One of the best ways to maximize your productivity and output is to plan out what you need to do in advance, which you can do with a brain dump, a ruthlessly curated daily schedule, a collection of planning tools, or any other number of methods. Unfortunately, even the best practices come with a dark side if you take them too far.

In this case, that dark side is Parkinson’s Law, an observation that suggests the longer you give yourself to do something, the longer you’ll take to actually get it done. The truth of the matter is that you can schedule, plan, and fret your way right into accomplishing nothing. It’s always better to get difficult things done as soon as possible, so let’s consider the pitfalls of Parkinson’s Law, and how you can overcome them.

What is Parkinson’s law?

The origins of the axiom are a little delightful: Cyril Northcote Parkinson described the phenomenon in a 1955 humorous essay in The Economist, and it’s been credited to him ever since. You can read the entire essay, but its main point is this: “Work expands so as to fill the time available for its completion.”

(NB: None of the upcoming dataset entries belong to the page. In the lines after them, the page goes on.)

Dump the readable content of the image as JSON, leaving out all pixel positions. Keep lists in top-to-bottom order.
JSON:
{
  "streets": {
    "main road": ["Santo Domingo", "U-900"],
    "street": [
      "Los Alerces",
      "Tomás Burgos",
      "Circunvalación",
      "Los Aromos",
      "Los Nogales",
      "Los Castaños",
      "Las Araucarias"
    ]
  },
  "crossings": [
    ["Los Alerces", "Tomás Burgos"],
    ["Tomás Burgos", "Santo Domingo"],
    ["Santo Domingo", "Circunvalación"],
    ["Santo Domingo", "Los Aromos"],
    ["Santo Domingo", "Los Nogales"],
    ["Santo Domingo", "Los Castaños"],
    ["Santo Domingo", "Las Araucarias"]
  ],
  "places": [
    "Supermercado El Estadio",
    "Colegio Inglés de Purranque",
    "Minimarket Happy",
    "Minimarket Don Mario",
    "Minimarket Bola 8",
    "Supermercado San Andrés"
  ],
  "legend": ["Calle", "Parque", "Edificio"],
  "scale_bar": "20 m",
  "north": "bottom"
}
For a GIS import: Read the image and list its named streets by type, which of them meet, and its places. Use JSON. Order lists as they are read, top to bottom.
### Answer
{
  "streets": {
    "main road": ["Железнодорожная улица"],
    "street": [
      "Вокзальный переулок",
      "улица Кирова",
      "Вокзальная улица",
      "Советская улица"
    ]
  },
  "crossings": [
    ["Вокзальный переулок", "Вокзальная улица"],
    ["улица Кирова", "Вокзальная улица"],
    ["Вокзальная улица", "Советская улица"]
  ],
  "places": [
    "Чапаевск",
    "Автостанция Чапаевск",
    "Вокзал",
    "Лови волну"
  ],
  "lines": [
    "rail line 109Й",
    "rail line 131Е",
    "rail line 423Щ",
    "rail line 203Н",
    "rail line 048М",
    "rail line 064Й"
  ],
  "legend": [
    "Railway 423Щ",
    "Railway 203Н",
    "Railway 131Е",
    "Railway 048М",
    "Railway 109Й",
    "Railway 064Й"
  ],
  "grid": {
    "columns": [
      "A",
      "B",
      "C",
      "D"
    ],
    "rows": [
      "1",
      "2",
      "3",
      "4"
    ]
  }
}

Though it had a funny start, the idea grew until it was being studied in more serious capacities. Researchers published their findings on Parkinson’s law in the Psychonomic Bulletin & Review in 1999, finding that people tend to consider how much time is available to complete a task rather than considering how little time it might actually take. Basically, we give our future selves a little too much wiggle room when planning our schedule, then our future selves graciously accept all that extra time that could be spent doing something else. After all, our past selves, wise as they were, carved out that time for one task, and who are we to challenge that?

You can probably find examples of this in your own life. If your boss gives you an easy task but sets a deadline for the following week, are you likely to get the work done immediately? Parkinson’s Law gets me, more often than I’d like to admit, especially when I’m getting ready in the morning. When I used to give myself an hour to get out of the house, I’d spend it dawdling, scrolling on my phone, or generally loafing, so I started giving myself half an hour instead, with an added goal of grabbing coffee. Essentially, I started the “getting ready” process at the same time each day, but with an earlier deadline and an extra task. I found I still made it to where I needed to be on time, even after stopping to treat myself.

Set shorter deadlines—and stick to them

Consider the example of having a week to do a simple task at work. Instead of setting a week from now as the goal date and letting the task hang over you, pick a day to get it all done—ideally, one or two days before the due date, so it’s fresh in your mind if you have to discuss or explain it afterward. Schedule a block of time to do whatever needs to be done, but give yourself less time than you normally would. If you think distractions or other issues might crop up during your work time, take steps (like indicating you’re busy) to mitigate them instead of accommodating them with a time buffer.

This approach is useful because it prompts you toget things done sooner and without overthinking them. It also gives you a bit of a failsafe: If you submit your work early and discover there are issues with it, you have all that saved time to address those problems and resubmit while still meeting your original deadline. (This is why I always recommend setting two deadlines for any big project.)

Give yourself less time to complete tasks, not more

As you can see by now, to defeat Parkinson’s Law, you need to give yourself less time to complete your tasks. Consider the Yerkes-Dodson Law, which says that to be your most productive, you have to have just the right amount of stress—not too little and not too much. When you have too much time to devote to something, you don’t have enough stress to motivate you.

To test this out, spend a few weeks shaving some time off your allotments for different responsibilities. Use timeboxing to schedule your entire day down to the minute, using blocks of time in your calendar. If you think it will take you 30 minutes to answer all your emails in the morning, give yourself 20. If you think it will take an hour to compile reports for a big project, give yourself 45 minutes. 

When you cut that time down and know you only have limited space to finish a task, you will hopefully find yourself locking into a state of deep work, where you’re totally focused on the task and can move through it systemically. That feeling of urgency is key.